Work request
The complete set of records below must be repeated precisely as given.

Exercise data
************

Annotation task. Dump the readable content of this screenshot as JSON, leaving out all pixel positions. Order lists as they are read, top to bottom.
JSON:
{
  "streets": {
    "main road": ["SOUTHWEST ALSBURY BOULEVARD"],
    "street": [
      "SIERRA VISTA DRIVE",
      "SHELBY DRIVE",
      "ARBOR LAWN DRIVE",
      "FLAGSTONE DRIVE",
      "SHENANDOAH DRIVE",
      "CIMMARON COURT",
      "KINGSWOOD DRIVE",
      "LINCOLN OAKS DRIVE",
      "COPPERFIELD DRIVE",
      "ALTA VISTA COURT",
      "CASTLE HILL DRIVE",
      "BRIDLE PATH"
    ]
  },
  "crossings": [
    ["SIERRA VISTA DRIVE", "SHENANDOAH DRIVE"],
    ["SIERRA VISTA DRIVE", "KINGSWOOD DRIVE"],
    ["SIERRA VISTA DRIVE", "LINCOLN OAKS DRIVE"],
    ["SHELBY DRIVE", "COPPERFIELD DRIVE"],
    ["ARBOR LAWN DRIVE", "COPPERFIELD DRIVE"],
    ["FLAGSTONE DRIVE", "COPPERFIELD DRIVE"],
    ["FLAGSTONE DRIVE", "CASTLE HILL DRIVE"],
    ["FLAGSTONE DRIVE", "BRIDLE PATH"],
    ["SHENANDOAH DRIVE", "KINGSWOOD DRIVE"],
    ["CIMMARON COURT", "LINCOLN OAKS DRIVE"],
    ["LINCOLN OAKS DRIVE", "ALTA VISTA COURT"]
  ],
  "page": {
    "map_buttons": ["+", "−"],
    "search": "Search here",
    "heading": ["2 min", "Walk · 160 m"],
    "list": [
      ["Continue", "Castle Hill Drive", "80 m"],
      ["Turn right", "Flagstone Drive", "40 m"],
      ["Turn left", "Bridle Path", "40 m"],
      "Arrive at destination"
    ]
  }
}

************

Answer section
Annotation task. Dump the readable content of this screenshot as JSON, leaving out all pixel positions. Order lists as they are read, top to bottom.
JSON:
{
  "streets": {
    "main road": ["SOUTHWEST ALSBURY BOULEVARD"],
    "street": [
      "SIERRA VISTA DRIVE",
      "SHELBY DRIVE",
      "ARBOR LAWN DRIVE",
      "FLAGSTONE DRIVE",
      "SHENANDOAH DRIVE",
      "CIMMARON COURT",
      "KINGSWOOD DRIVE",
      "LINCOLN OAKS DRIVE",
      "COPPERFIELD DRIVE",
      "ALTA VISTA COURT",
      "CASTLE HILL DRIVE",
      "BRIDLE PATH"
    ]
  },
  "crossings": [
    ["SIERRA VISTA DRIVE", "SHENANDOAH DRIVE"],
    ["SIERRA VISTA DRIVE", "KINGSWOOD DRIVE"],
    ["SIERRA VISTA DRIVE", "LINCOLN OAKS DRIVE"],
    ["SHELBY DRIVE", "COPPERFIELD DRIVE"],
    ["ARBOR LAWN DRIVE", "COPPERFIELD DRIVE"],
    ["FLAGSTONE DRIVE", "COPPERFIELD DRIVE"],
    ["FLAGSTONE DRIVE", "CASTLE HILL DRIVE"],
    ["FLAGSTONE DRIVE", "BRIDLE PATH"],
    ["SHENANDOAH DRIVE", "KINGSWOOD DRIVE"],
    ["CIMMARON COURT", "LINCOLN OAKS DRIVE"],
    ["LINCOLN OAKS DRIVE", "ALTA VISTA COURT"]
  ],
  "page": {
    "map_buttons": ["+", "−"],
    "search": "Search here",
    "heading": ["2 min", "Walk · 160 m"],
    "list": [
      ["Continue", "Castle Hill Drive", "80 m"],
      ["Turn right", "Flagstone Drive", "40 m"],
      ["Turn left", "Bridle Path", "40 m"],
      "Arrive at destination"
    ]
  }
}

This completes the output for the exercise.